Employers have significant legal responsibilities

With summer shortly upon us, the up take in casual work is synonymous with school and university holidays. Despite the short-term nature of these roles, whether it’s seasonal fruit-picking, a retail Christmas-casual or a restaurant needing extra cover for busy nights, if you hire staff on a casual basis you still have significant legal responsibilities.

 

Hiring casual employees can provide beneficial working arrangements for both parties, with employers able to offer work on an ‘as needed’ basis and employees having the flexibility to decide when they wish to work and which shifts they would like to perform.

 

However, as an employer you must remember that during ‘agreed periods of work,’ casual employees are entitled to similar protections to those to which permanent employees are entitled. This is highlighted in a recent case before the Employment Relations Authority (ERA).[1]

 

Background

Mr Ford was employed by Haven Falls Funeral Home as a casual employee. It was agreed he would complete an initial eight-week training period.

 

Mr Ford completed about three weeks of this training in Northland before incidents occurred that led to him returning home to Whanganui. As a result, Haven Falls decided not to offer Mr Ford any future work and notified him via a phone call and a letter soon after. Haven Falls believed that because Mr Ford was a casual employee, he had no expectation of ongoing work and they could simply inform him he was no longer required.

 

Mr Ford filed an application in the ERA claiming he was a permanent employee and had been unjustifiably dismissed. The ERA upheld Mr Ford’s casual employee  status and disagreed that he was a permanent employee. Nevertheless, his dismissal was still deemed to be unjustified.

 

The ERA held that Mr Ford was dismissed by Haven Falls during a period of employment. This meant that despite being employed on a casual basis, whilst Mr Ford was engaged for his eight-week training programme, he was entitled to the same entitlements a permanent employee is owed – including a fair process of dismissal. (Haven Falls informed Mr Ford of his dismissal via a phone call and a follow up letter.) Haven Falls did not carry out an investigation of the incidents, nor was there consultation with Mr Ford before the company decided to dismiss him. Haven Falls also failed to give Mr Ford a reasonable opportunity to respond.

 

Due to Haven Falls’ failure to follow the fair process owed to an employee engaged for a period of work, it was ordered to pay the following amounts to Mr Ford:

  • Lost wages of four weeks’ pay for the remainder of the agreed training period
  • Eight per cent holiday pay on top of the lost wages
  • Interest on the lost wages from 11 March 2020, until payment was made, and
  • $20,000 compensation[2] for humiliation, loss of dignity and injury to feelings.

 

Employers’ obligations

Previous cases have also stated that there are responsibilities to casual employees during periods of engagement. This case confirms that obligations are owed to a casual (or fixed term) employee during agreed periods of work. The high price for failing to meet these obligations is also shown in this case with, amongst other remedies being awarded to Mr Ford, an additional $20,000 compensation on top of the lost wages award.

 

The key outcome in this case is that when hiring casual workers or if you are signing up to a casual role this summer, be sure to keep these obligations and rights in mind. If you have any hesitation at all or if you are involved in a similar situation, please contact us.

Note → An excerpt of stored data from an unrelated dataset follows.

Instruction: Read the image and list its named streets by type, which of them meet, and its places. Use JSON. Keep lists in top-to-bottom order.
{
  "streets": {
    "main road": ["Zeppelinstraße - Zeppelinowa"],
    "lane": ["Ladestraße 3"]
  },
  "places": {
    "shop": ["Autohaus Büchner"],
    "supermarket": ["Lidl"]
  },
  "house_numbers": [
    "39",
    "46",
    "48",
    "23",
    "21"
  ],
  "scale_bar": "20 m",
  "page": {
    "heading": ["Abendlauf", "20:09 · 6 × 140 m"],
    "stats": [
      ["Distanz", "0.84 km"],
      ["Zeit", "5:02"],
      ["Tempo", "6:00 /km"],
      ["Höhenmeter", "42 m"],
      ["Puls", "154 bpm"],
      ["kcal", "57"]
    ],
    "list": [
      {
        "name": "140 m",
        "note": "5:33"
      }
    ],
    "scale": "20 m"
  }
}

[1] Ford v Haven Falls Funeral Home [2024] NZERA 224.

[2] Section 123 (1)(c)(i) Health & Safety at Work Act 2015.

 

 

 

DISCLAIMER: All the information published in Fineprint is true and accurate to the best of the authors’ knowledge. It should not be a substitute for legal advice. No liability is assumed by the authors or publisher for losses suffered by any person or organisation relying directly or indirectly on this newsletter. Views expressed are those of individual authors, and do not necessarily reflect the view of Edmonds Judd. Articles appearing in Fineprint may be reproduced with prior approval from the editor and credit given to the source.
Copyright, NZ LAW Limited, 2022.     Editor: Adrienne Olsen.       E-mail: [email protected].       Ph: 029 286 3650


An essential component of running a business

Once reserved for large businesses with a high degree of public dependency, such as banking, hospitals or utility companies, business continuity and disaster recovery plans have become increasingly important for businesses of all sizes. Severe weather events such as Cyclone Gabrielle have increased the importance of planning for the unexpected.

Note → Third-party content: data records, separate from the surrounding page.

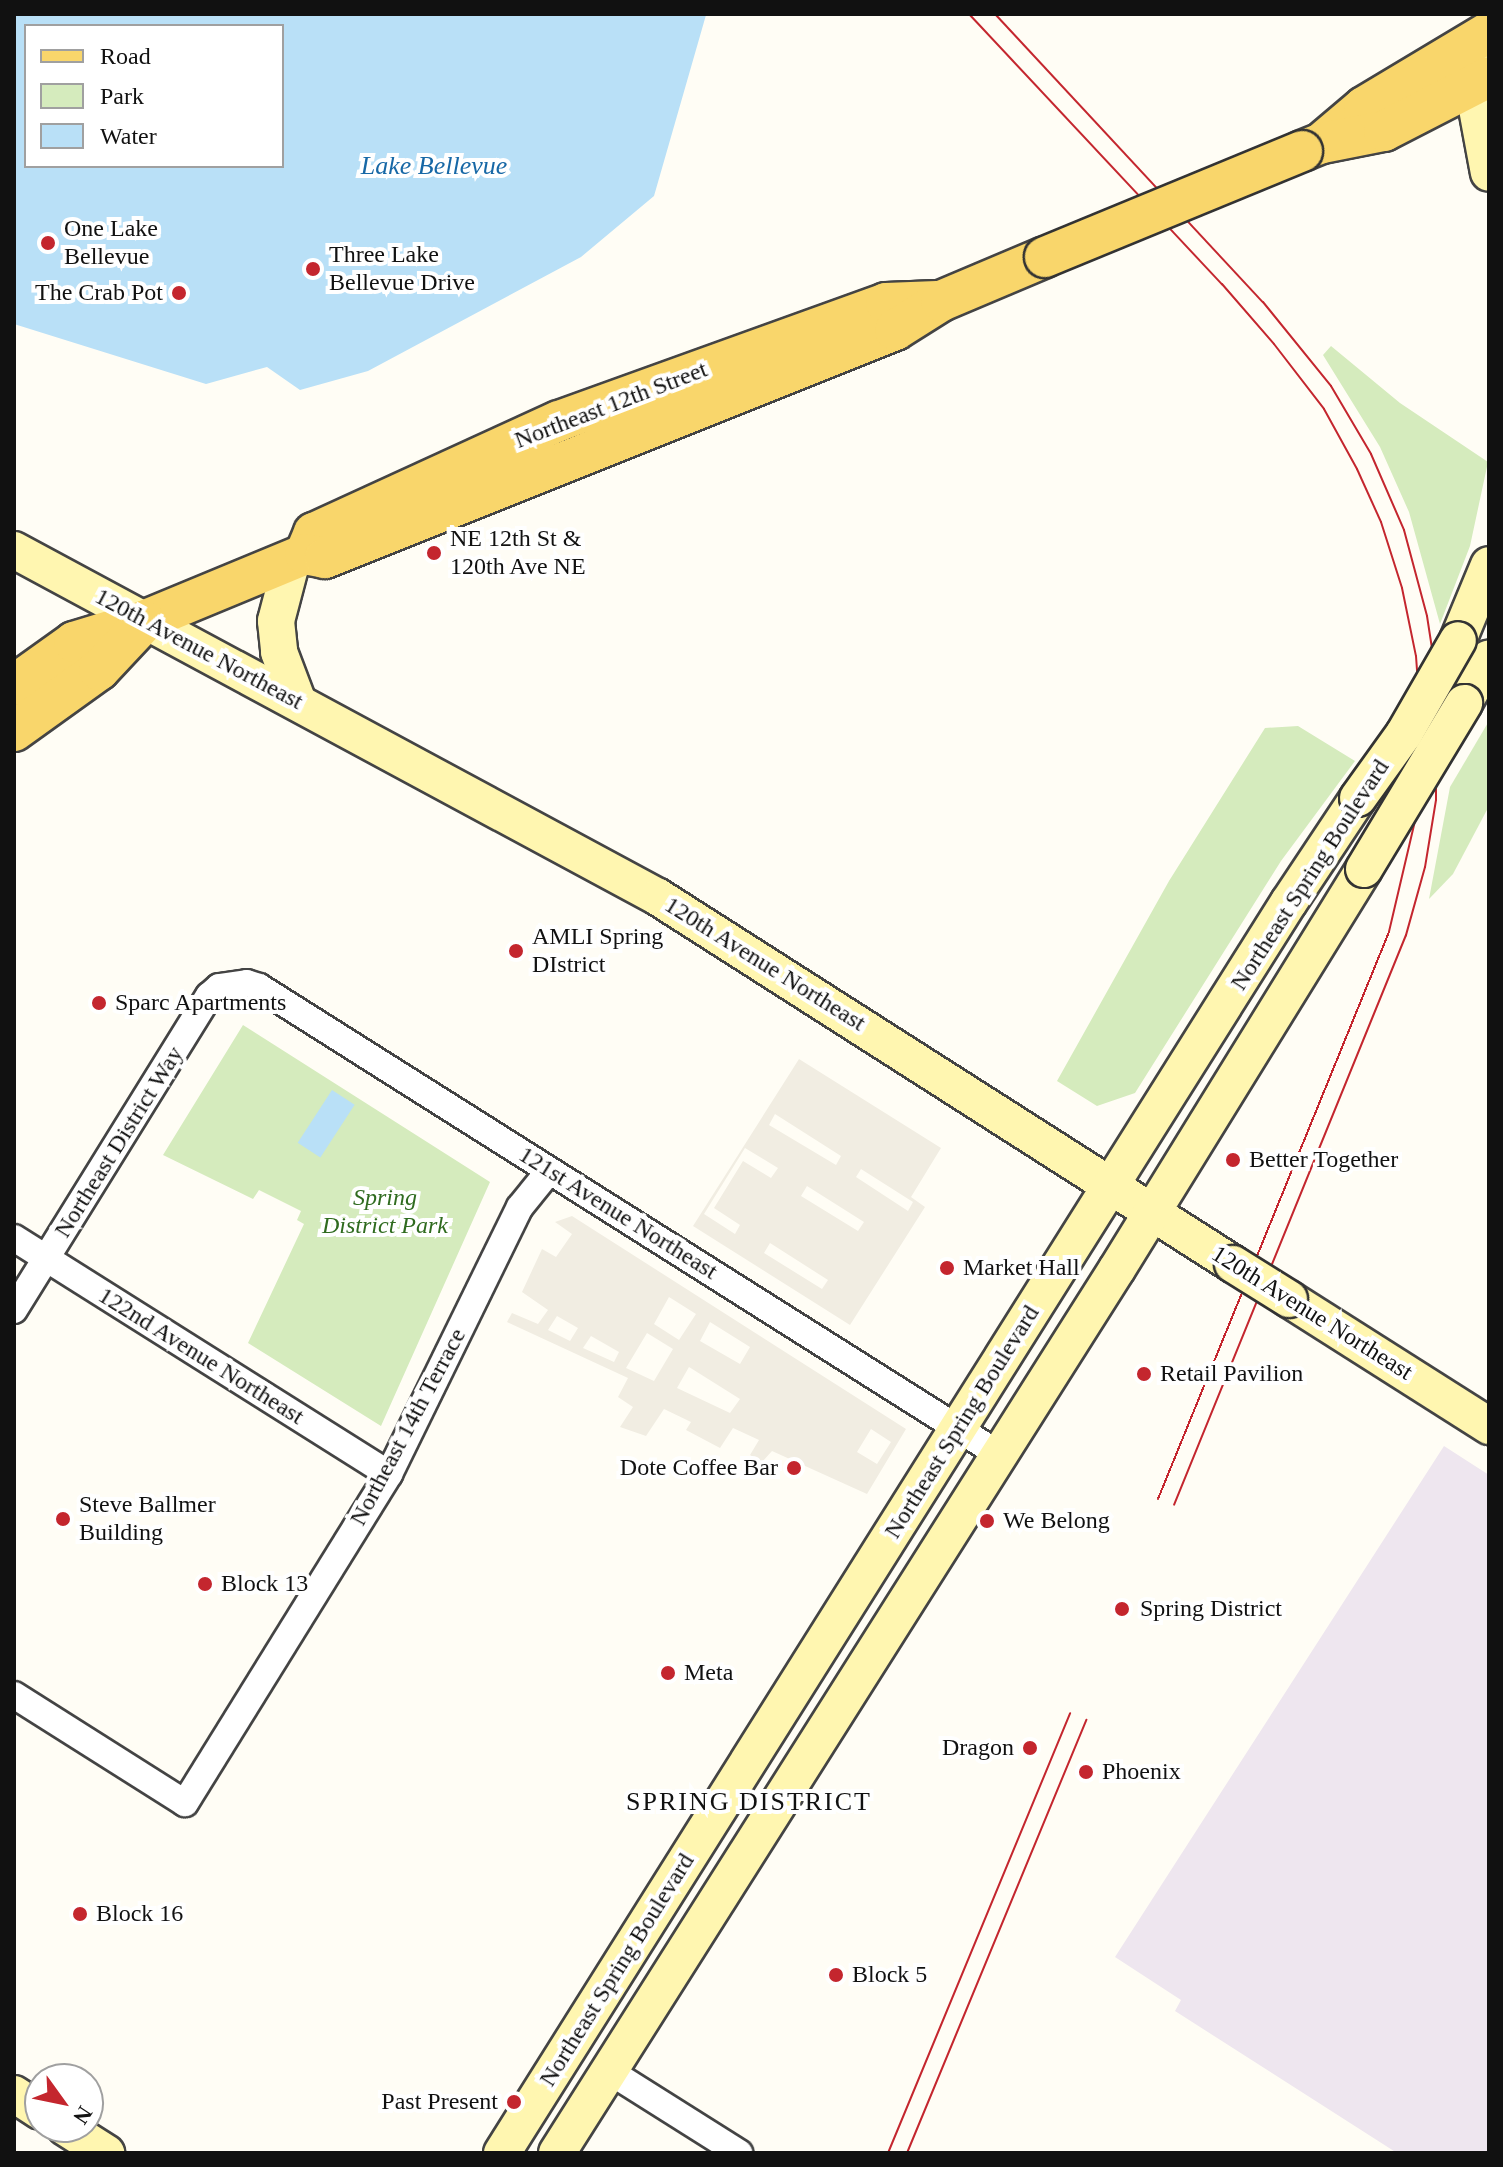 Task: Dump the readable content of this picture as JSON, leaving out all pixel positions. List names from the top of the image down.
{
  "streets": {
    "main road": ["Northeast 12th Street"],
    "street": [
      "120th Avenue Northeast",
      "Northeast Spring Boulevard",
      "Northeast District Way",
      "121st Avenue Northeast",
      "122nd Avenue Northeast",
      "Northeast 14th Terrace"
    ]
  },
  "crossings": [
    ["Northeast 12th Street", "120th Avenue Northeast"],
    ["120th Avenue Northeast", "Northeast Spring Boulevard"],
    ["Northeast Spring Boulevard", "121st Avenue Northeast"],
    ["Northeast District Way", "121st Avenue Northeast"],
    ["Northeast District Way", "122nd Avenue Northeast"],
    ["121st Avenue Northeast", "Northeast 14th Terrace"],
    ["122nd Avenue Northeast", "Northeast 14th Terrace"]
  ],
  "districts": ["SPRING DISTRICT"],
  "water": ["Lake Bellevue"],
  "parks": ["Spring District Park"],
  "places": [
    "One Lake Bellevue",
    "Three Lake Bellevue Drive",
    "The Crab Pot",
    "NE 12th St & 120th Ave NE",
    "AMLI Spring DIstrict",
    "Sparc Apartments",
    "Better Together",
    "Market Hall",
    "Retail Pavilion",
    "Dote Coffee Bar",
    "Steve Ballmer Building",
    "We Belong",
    "Block 13",
    "Spring District",
    "Meta",
    "Dragon",
    "Phoenix",
    "Block 16",
    "Block 5",
    "Past Present"
  ],
  "legend": ["Road", "Park", "Water"],
  "north": "bottom right"
}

While there is no legal obligation to have such a plan, they help businesses maintain a high level of engagement with clients, customers and staff during times of uncertainty while also creating an environment that is supportive of revenue generation. Good business continuity planning also ensures your legal and compliance obligations are not accidentally overlooked during a time of high stress and uncertainty.

 

What is a business continuity plan?

A business continuity plan (BCP) is also known as a disaster recovery plan or an emergency plan. Sometimes businesses split the plan into different areas that cover their response in an emergency (workplace death or serious injury, active shooter, robbery or sudden loss of digital services), disaster (earthquake, flood or pandemic) and business continuity (how we continue to work once we have responded to the disaster or emergency).

 

Creating a BCP

When creating a BCP it is critical to look at all elements of your business and what could happen in various scenarios. Asking yourself questions will help form the basis of your BCP, such as:

  • What are our key services?
  • How do we deliver our services?
  • What may we lose in a disaster and how can we protect against that loss?
  • Do we need to invest in technology or training for our staff?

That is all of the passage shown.